▼
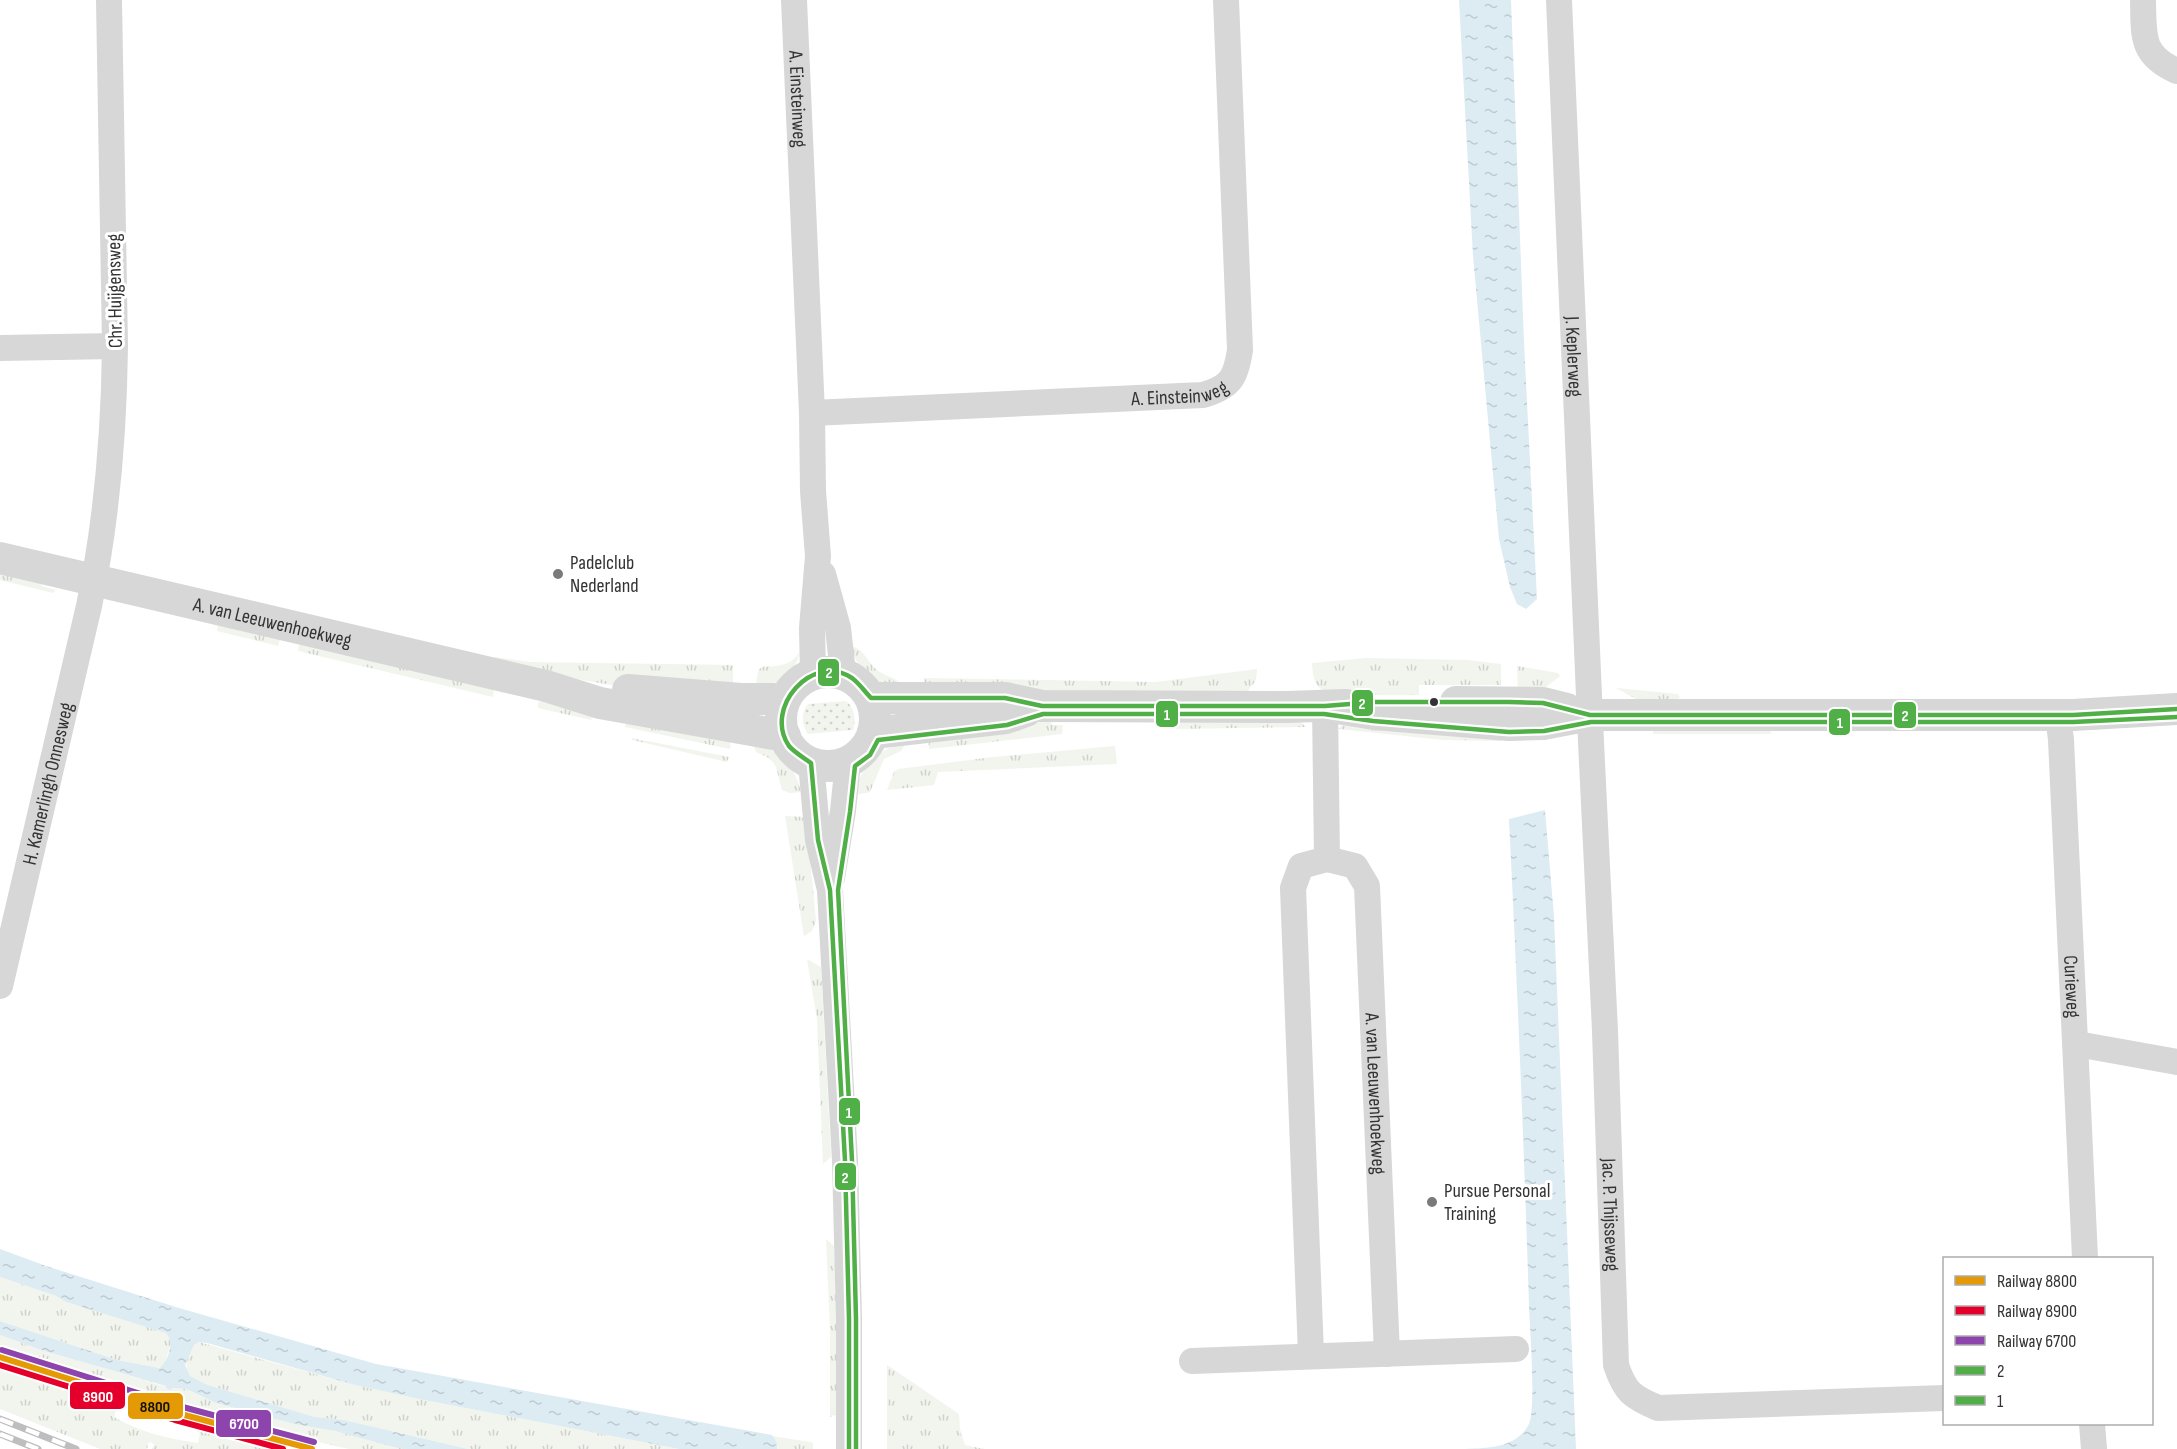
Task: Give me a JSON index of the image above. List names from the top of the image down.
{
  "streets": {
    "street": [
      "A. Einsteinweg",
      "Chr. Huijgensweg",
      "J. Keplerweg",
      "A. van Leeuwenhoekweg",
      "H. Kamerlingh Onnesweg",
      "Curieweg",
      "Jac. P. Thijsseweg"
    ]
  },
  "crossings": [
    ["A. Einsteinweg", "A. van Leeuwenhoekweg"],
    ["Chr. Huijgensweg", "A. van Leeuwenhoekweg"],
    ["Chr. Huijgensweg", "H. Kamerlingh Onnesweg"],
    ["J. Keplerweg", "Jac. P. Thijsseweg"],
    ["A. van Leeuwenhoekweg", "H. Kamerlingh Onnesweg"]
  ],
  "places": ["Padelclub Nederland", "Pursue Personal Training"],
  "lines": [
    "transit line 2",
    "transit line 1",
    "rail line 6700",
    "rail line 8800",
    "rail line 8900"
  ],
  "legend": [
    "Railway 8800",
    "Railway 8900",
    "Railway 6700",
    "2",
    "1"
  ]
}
▲
> **EXERCISE PROMPT**
Retype the records verbatim, but not their images.

> **THE ANSWER**
Task: Give me a JSON index of the image above. List names from the top of the image down.
{
  "streets": {
    "street": [
      "A. Einsteinweg",
      "Chr. Huijgensweg",
      "J. Keplerweg",
      "A. van Leeuwenhoekweg",
      "H. Kamerlingh Onnesweg",
      "Curieweg",
      "Jac. P. Thijsseweg"
    ]
  },
  "crossings": [
    ["A. Einsteinweg", "A. van Leeuwenhoekweg"],
    ["Chr. Huijgensweg", "A. van Leeuwenhoekweg"],
    ["Chr. Huijgensweg", "H. Kamerlingh Onnesweg"],
    ["J. Keplerweg", "Jac. P. Thijsseweg"],
    ["A. van Leeuwenhoekweg", "H. Kamerlingh Onnesweg"]
  ],
  "places": ["Padelclub Nederland", "Pursue Personal Training"],
  "lines": [
    "transit line 2",
    "transit line 1",
    "rail line 6700",
    "rail line 8800",
    "rail line 8900"
  ],
  "legend": [
    "Railway 8800",
    "Railway 8900",
    "Railway 6700",
    "2",
    "1"
  ]
}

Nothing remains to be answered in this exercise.